Linear causality is then tested, using the [45,46] tests. The former states that causality exists when lagged values of a variable, say Y, have explanatory power on another variable X. If that is the case, lagged values of Y can help to reduce the prediction error of current X. In order to test for linear Granger causality between two series, a conventional F statistic is applied in vector autoregression (VAR) models. However, this methodology requires the series being stationary since using non-stationary data can yield spurious causality results. Reference [47] argues that, if the variables are co-integrated, an ECM must be estimated instead of a VAR in testing Granger causality.
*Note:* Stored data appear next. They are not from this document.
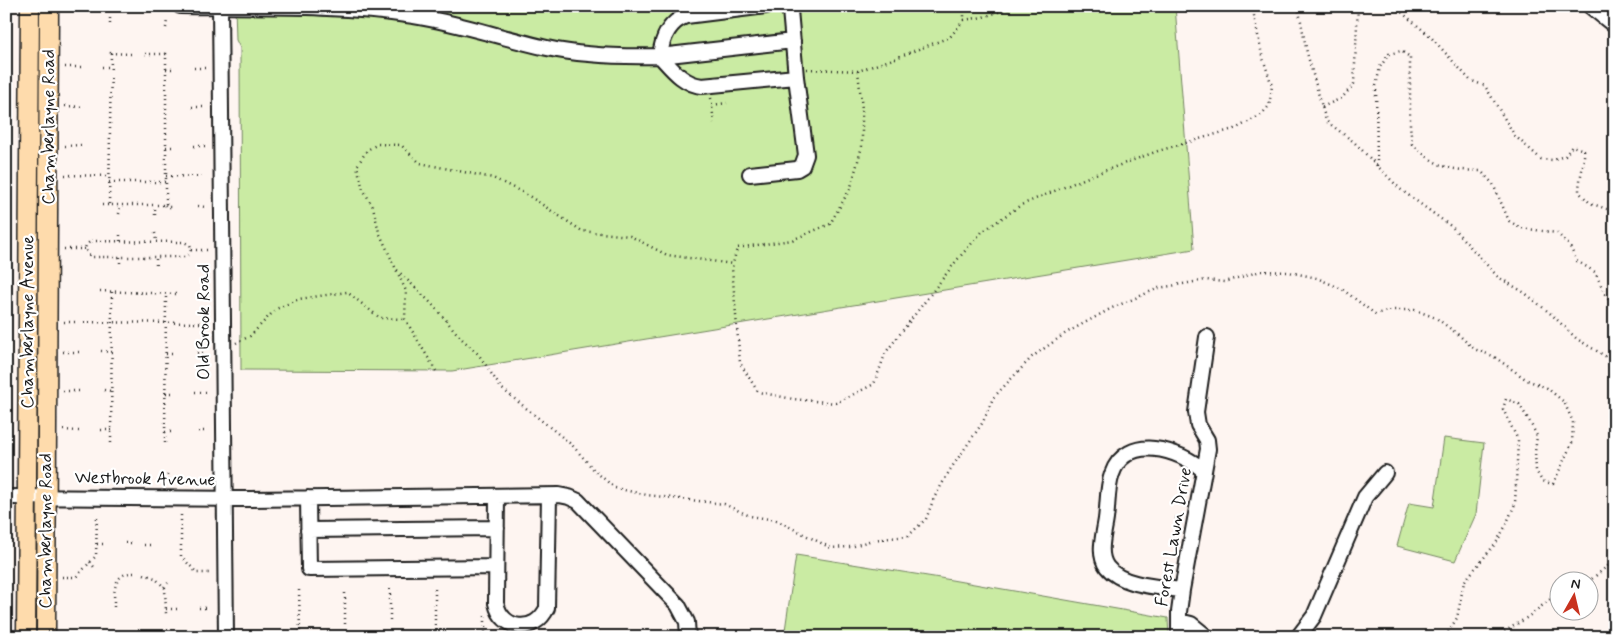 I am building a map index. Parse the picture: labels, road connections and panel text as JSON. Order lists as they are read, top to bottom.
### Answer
{
  "streets": {
    "main road": ["Chamberlayne Road", "Chamberlayne Avenue"],
    "street": ["Old Brook Road", "Westbrook Avenue", "Forest Lawn Drive"]
  },
  "crossings": [
    ["Chamberlayne Road", "Westbrook Avenue"],
    ["Chamberlayne Avenue", "Westbrook Avenue"],
    ["Old Brook Road", "Westbrook Avenue"]
  ],
  "north": "top"
} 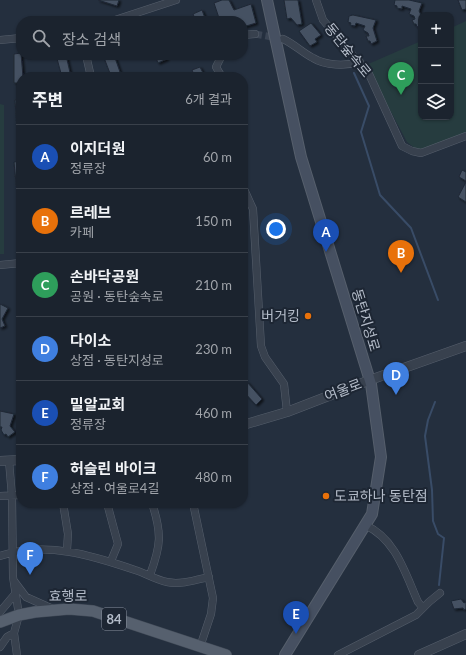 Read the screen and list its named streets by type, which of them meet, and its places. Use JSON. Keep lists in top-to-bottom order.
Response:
{
  "streets": {
    "main road": ["동탄지성로", "효행로", "84"],
    "street": ["동탄숲속로", "여울로"]
  },
  "crossings": [
    ["동탄지성로", "여울로"]
  ],
  "places": ["버거킹", "도쿄하나 동탄점"],
  "page": {
    "map_buttons": ["+", "−"],
    "search": "장소 검색",
    "pins": [
      "C",
      "A",
      "B",
      "D",
      "F",
      "E"
    ],
    "heading": ["주변", "6개 결과"],
    "list": [
      {
        "mark": "A",
        "name": "이지더원",
        "note": "정류장",
        "value": "60 m"
      },
      {
        "mark": "B",
        "name": "르레브",
        "note": "카페",
        "value": "150 m"
      },
      {
        "mark": "C",
        "name": "손바닥공원",
        "note": "공원 · 동탄숲속로",
        "value": "210 m"
      },
      {
        "mark": "D",
        "name": "다이소",
        "note": "상점 · 동탄지성로",
        "value": "230 m"
      },
      {
        "mark": "E",
        "name": "밀알교회",
        "note": "정류장",
        "value": "460 m"
      },
      {
        "mark": "F",
        "name": "허슬린 바이크",
        "note": "상점 · 여울로4길",
        "value": "480 m"
      }
    ]
  }
} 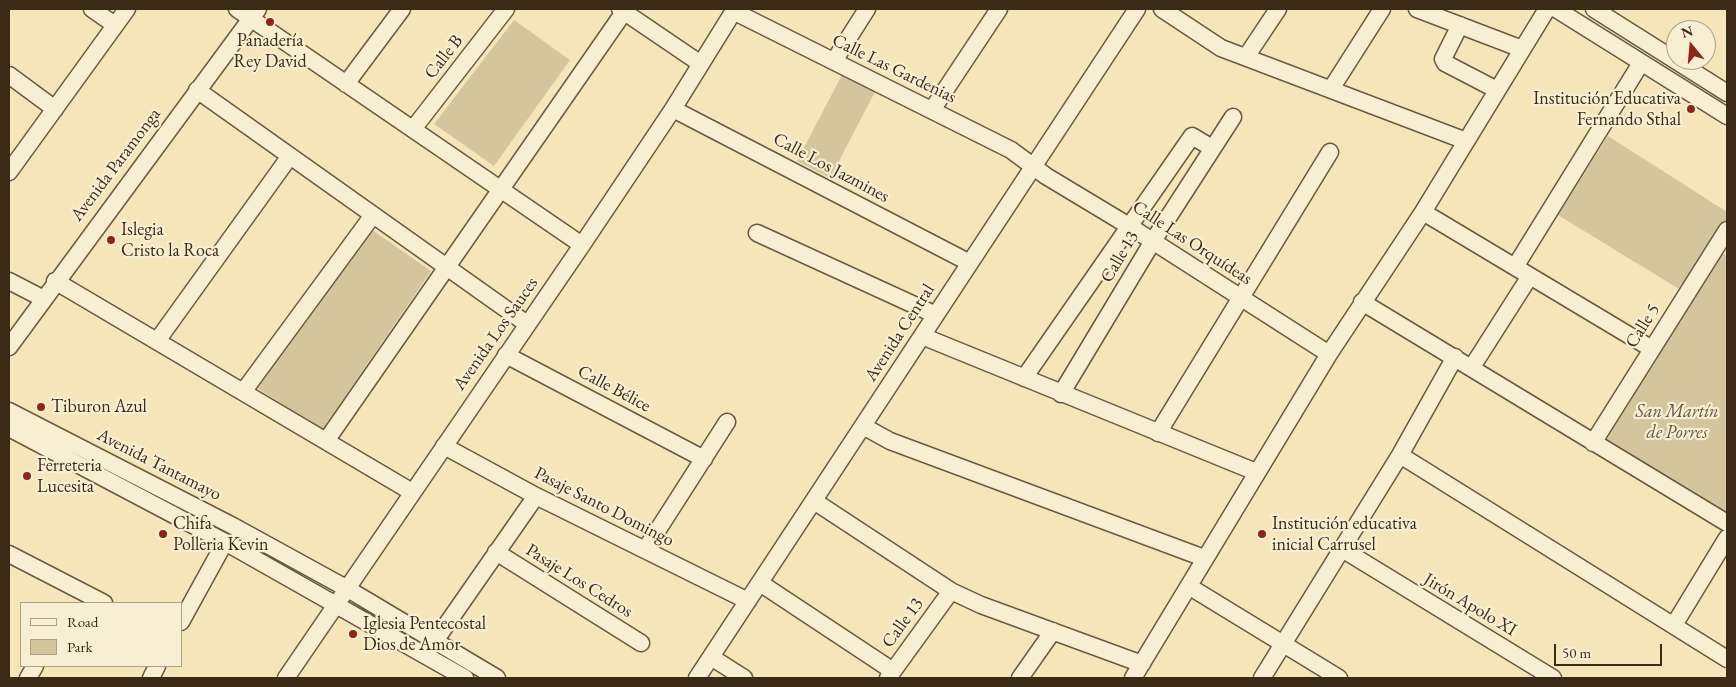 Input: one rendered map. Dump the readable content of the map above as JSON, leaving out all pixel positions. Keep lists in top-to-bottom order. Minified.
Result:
{"streets":{"street":["Calle B","Calle Las Gardenias","Avenida Paramonga","Calle Los Jazmines","Calle Las Orquídeas","Calle 13","Calle 5","Avenida Central","Avenida Los Sauces","Calle Bélice","Avenida Tantamayo","Pasaje Santo Domingo","Pasaje Los Cedros","Jirón Apolo XI"]},"crossings":[["Calle Las Gardenias","Calle Las Orquídeas"],["Calle Las Gardenias","Avenida Central"],["Calle Las Gardenias","Avenida Los Sauces"],["Calle Los Jazmines","Avenida Central"],["Calle Los Jazmines","Avenida Los Sauces"],["Calle Las Orquídeas","Calle 13"],["Calle Las Orquídeas","Avenida Central"],["Avenida Central","Pasaje Santo Domingo"],["Avenida Los Sauces","Calle Bélice"],["Avenida Los Sauces","Avenida Tantamayo"],["Avenida Los Sauces","Pasaje Santo Domingo"]],"parks":["San Martín de Porres"],"places":["Panadería Rey David","Institución Educativa Fernando Sthal","Islegia Cristo la Roca","Tiburon Azul","Ferreteria Lucesita","Chifa Polleria Kevin","Institución educativa inicial Carrusel","Iglesia Pentecostal Dios de Amor"],"legend":["Road","Park"],"scale_bar":"50 m","north":"top"}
In this case, the first step would be to estimate the long-term model in Equation (2), and the second step would be to estimate an ECM that includes the variables in first differences and the error correction term lagged one period (ECT-1).
Some traditional unit root tests might have low power when the sample period is small and the causality results could be affected. To overcome this problem we follow [46] who propose an alternative approach for testing causality in a VAR model, regardless of the order of integration of the series and of whether or not they are co-integrated. The procedure uses the modified Wald test statistic for restricting the parameters in the VAR (k), where k is the order of the lags in the system. The statistic has an asymptotic chi-square distribution when the VAR (k + dmax) is estimated (where dmax is the maximum expected order of integration of the variables in the system).
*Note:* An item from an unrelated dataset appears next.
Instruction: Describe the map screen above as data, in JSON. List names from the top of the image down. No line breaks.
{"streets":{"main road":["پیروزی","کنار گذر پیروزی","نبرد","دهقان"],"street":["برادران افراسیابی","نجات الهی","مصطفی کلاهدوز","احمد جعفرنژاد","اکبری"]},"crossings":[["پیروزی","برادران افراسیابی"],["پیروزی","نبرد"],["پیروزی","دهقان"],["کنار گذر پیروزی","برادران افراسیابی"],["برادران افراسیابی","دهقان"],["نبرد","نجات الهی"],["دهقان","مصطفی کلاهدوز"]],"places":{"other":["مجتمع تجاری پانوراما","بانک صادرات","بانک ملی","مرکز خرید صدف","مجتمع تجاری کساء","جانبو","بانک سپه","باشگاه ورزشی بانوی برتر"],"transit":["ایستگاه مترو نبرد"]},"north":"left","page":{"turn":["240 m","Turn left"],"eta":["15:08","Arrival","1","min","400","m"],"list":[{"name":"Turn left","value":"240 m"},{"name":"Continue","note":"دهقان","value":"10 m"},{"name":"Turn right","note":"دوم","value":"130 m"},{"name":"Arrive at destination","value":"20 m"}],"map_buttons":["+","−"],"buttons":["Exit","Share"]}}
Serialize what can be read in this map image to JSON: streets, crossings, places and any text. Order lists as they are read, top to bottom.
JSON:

Regarding nonlinear causality, [48] proposes a nonparametric test in a bivariate system, based on the idea that once linear causality is captured by the linear system, any remaining improvement in the predictive power of one residual series for another can be considered nonlinear. In this paper, the generalization of the test for the multivariate setting proposed by [36] is used to test the null hypothesis that a vector series Y t does not strictly Granger cause another vector series   X t .

3. Data

Annual data on output and capital are obtained from the [49]. Output is measured by real GDP (in constant 2005 US dollars). In line with some previous studies [50,51], the gross fixed capital formation is used as a proxy variable (in constant 2005 US dollars) in the absence of capital stock. The labor variable is taken from [52] and is measured using the number of people employed (in thousands). Data on EC and the disaggregation into energy consumption from the transport sector (ECTR), the industrial sector (ECI), the residential sector (ECR), and the agriculture sector (ECA) are measured in petajoules; the data are obtained from the [29]. The sample period runs from 1965 to 2014. Figure 1 plots GDP, K, L, and EC, expressed in natural logarithms. GDP, EC, and K have a positive trend, with strong, sudden movements in the early eighties (1982–1983), the mid-nineties (1994–1995), and around 2009, which could indicate structural changes in the time series. L exhibits a relatively stable behavior in relation to the other variables.
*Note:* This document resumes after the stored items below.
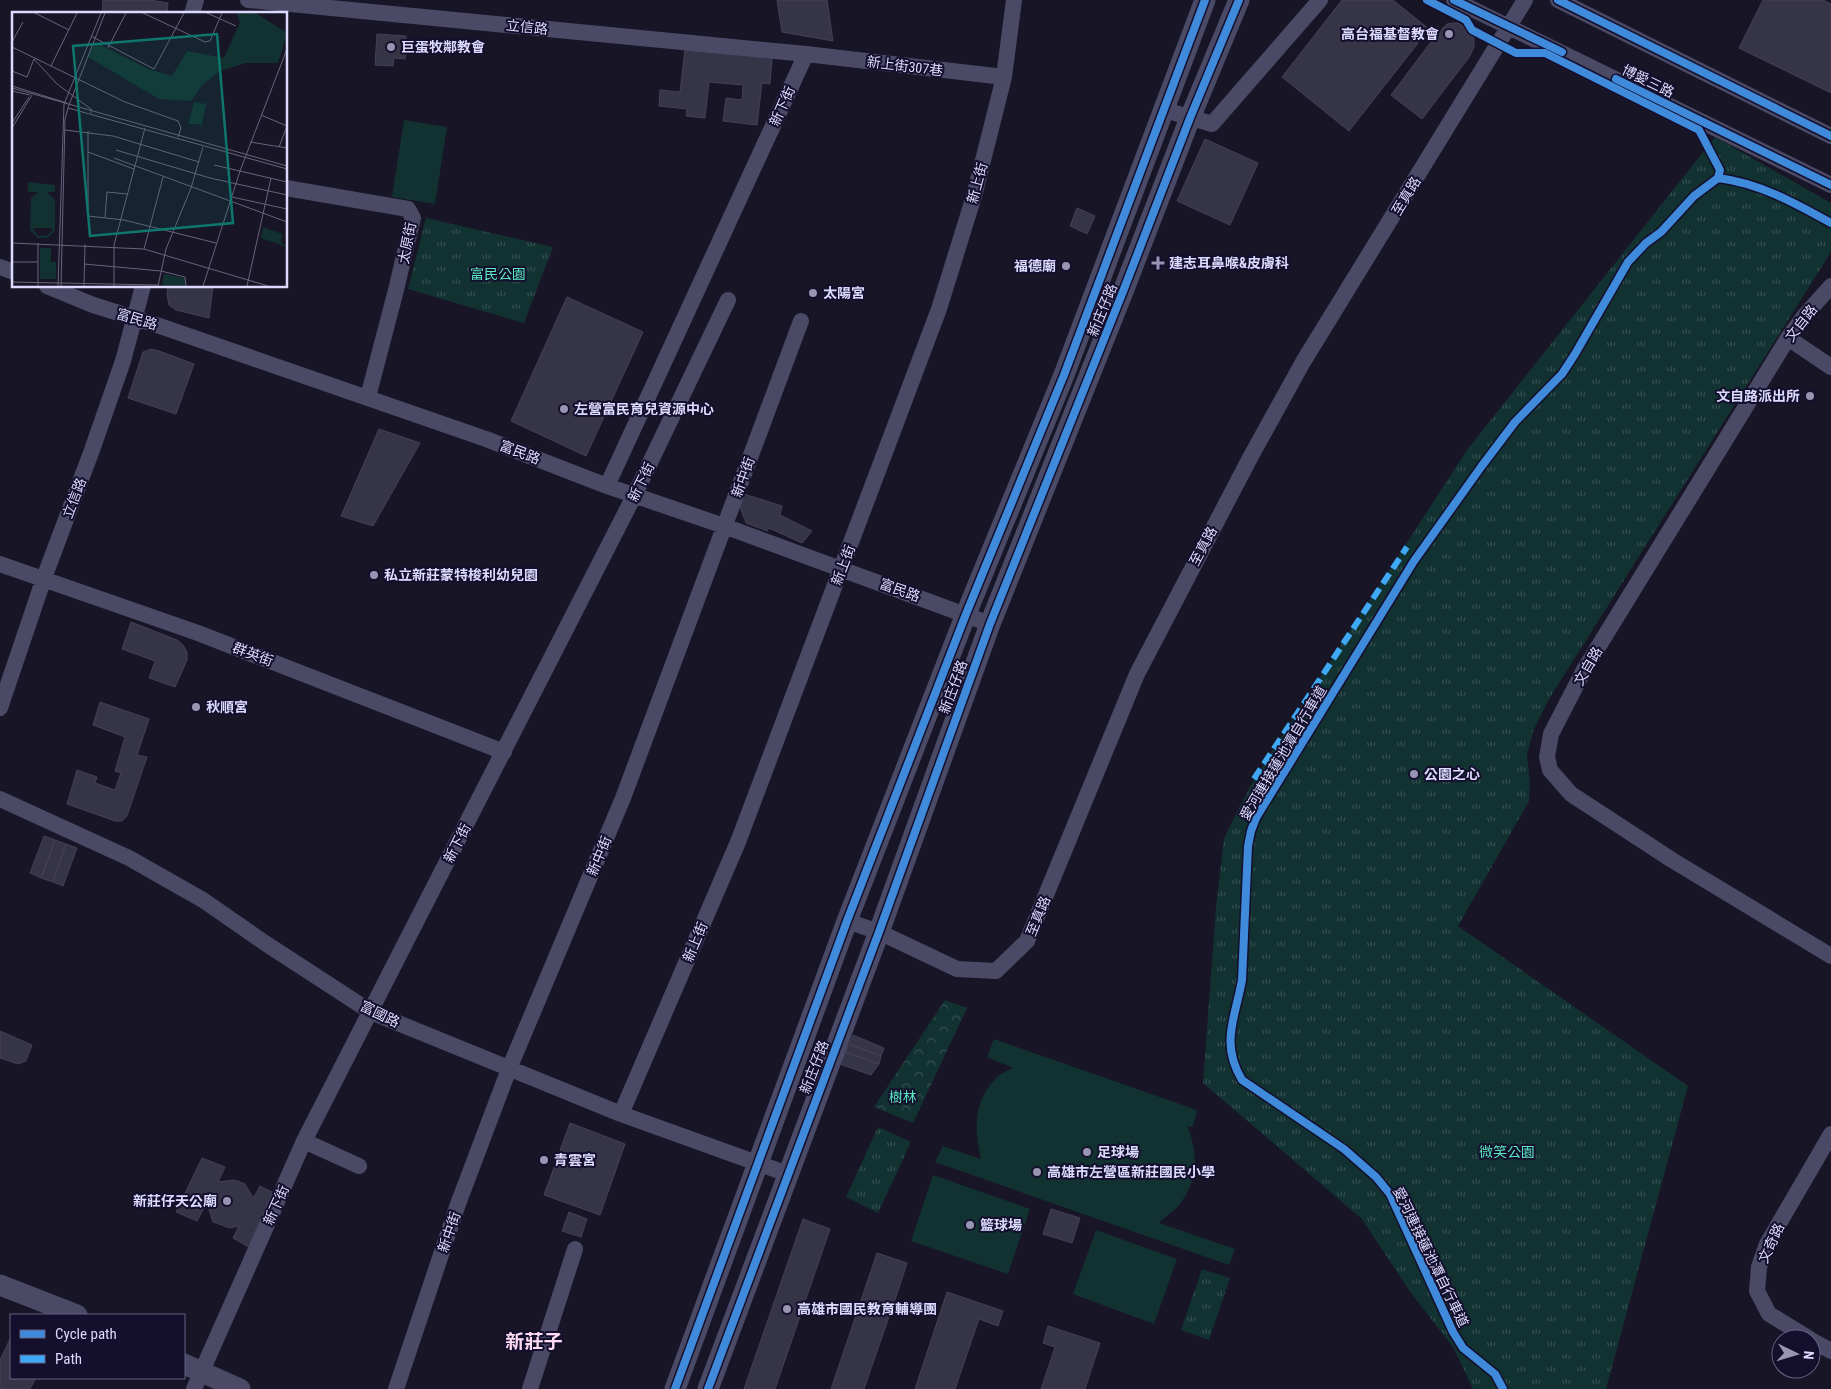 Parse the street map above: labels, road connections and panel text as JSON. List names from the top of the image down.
{
  "streets": {
    "street": [
      "立信路",
      "新上街307巷",
      "博愛三路",
      "新下街",
      "新上街",
      "至真路",
      "太原街",
      "新庄仔路",
      "富民路",
      "文自路",
      "新中街",
      "群英街",
      "富國路",
      "文奇路"
    ],
    "cycle path": ["愛河連接蓮池潭自行車道"]
  },
  "crossings": [
    ["立信路", "新上街307巷"],
    ["立信路", "新下街"],
    ["立信路", "富民路"],
    ["立信路", "群英街"],
    ["新上街307巷", "新下街"],
    ["新上街307巷", "新上街"],
    ["博愛三路", "至真路"],
    ["新下街", "富民路"],
    ["新下街", "群英街"],
    ["新下街", "富國路"],
    ["新上街", "富民路"],
    ["新上街", "富國路"],
    ["至真路", "新庄仔路"],
    ["太原街", "富民路"],
    ["新庄仔路", "富民路"],
    ["新庄仔路", "富國路"],
    ["富民路", "新中街"],
    ["新中街", "富國路"]
  ],
  "districts": ["新莊子"],
  "parks": ["富民公園", "樹林", "微笑公園"],
  "places": {
    "other": [
      "高台福基督教會",
      "巨蛋牧鄰教會",
      "福德廟",
      "太陽宮",
      "文自路派出所",
      "左營富民育兒資源中心",
      "私立新莊蒙特梭利幼兒園",
      "秋順宮",
      "公園之心",
      "足球場",
      "青雲宮",
      "高雄市左營區新莊國民小學",
      "新莊仔天公廟",
      "籃球場",
      "高雄市國民教育輔導團"
    ],
    "health": ["建志耳鼻喉&皮膚科"]
  },
  "legend": ["Cycle path", "Path"],
  "north": "right"
}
Figure 2 plots the energy consumption by sector. A positive trend can be seen, with some sharp movements in the early eighties, mid–nineties, and around 2009. These sudden movements in variables could be explained by the economic and financial crises in 1976, 1982, and 1994. The common elements are: (1) a non-controllable external deficit; (2) an overvalued currency; (3) a major currency flight; and (4) policy measures implemented by the Mexican government that followed the lines of the adjustment programs of the International Monetary Fund [53]. The sudden movements around 2009 could be explained by the impact of the global financial crisis.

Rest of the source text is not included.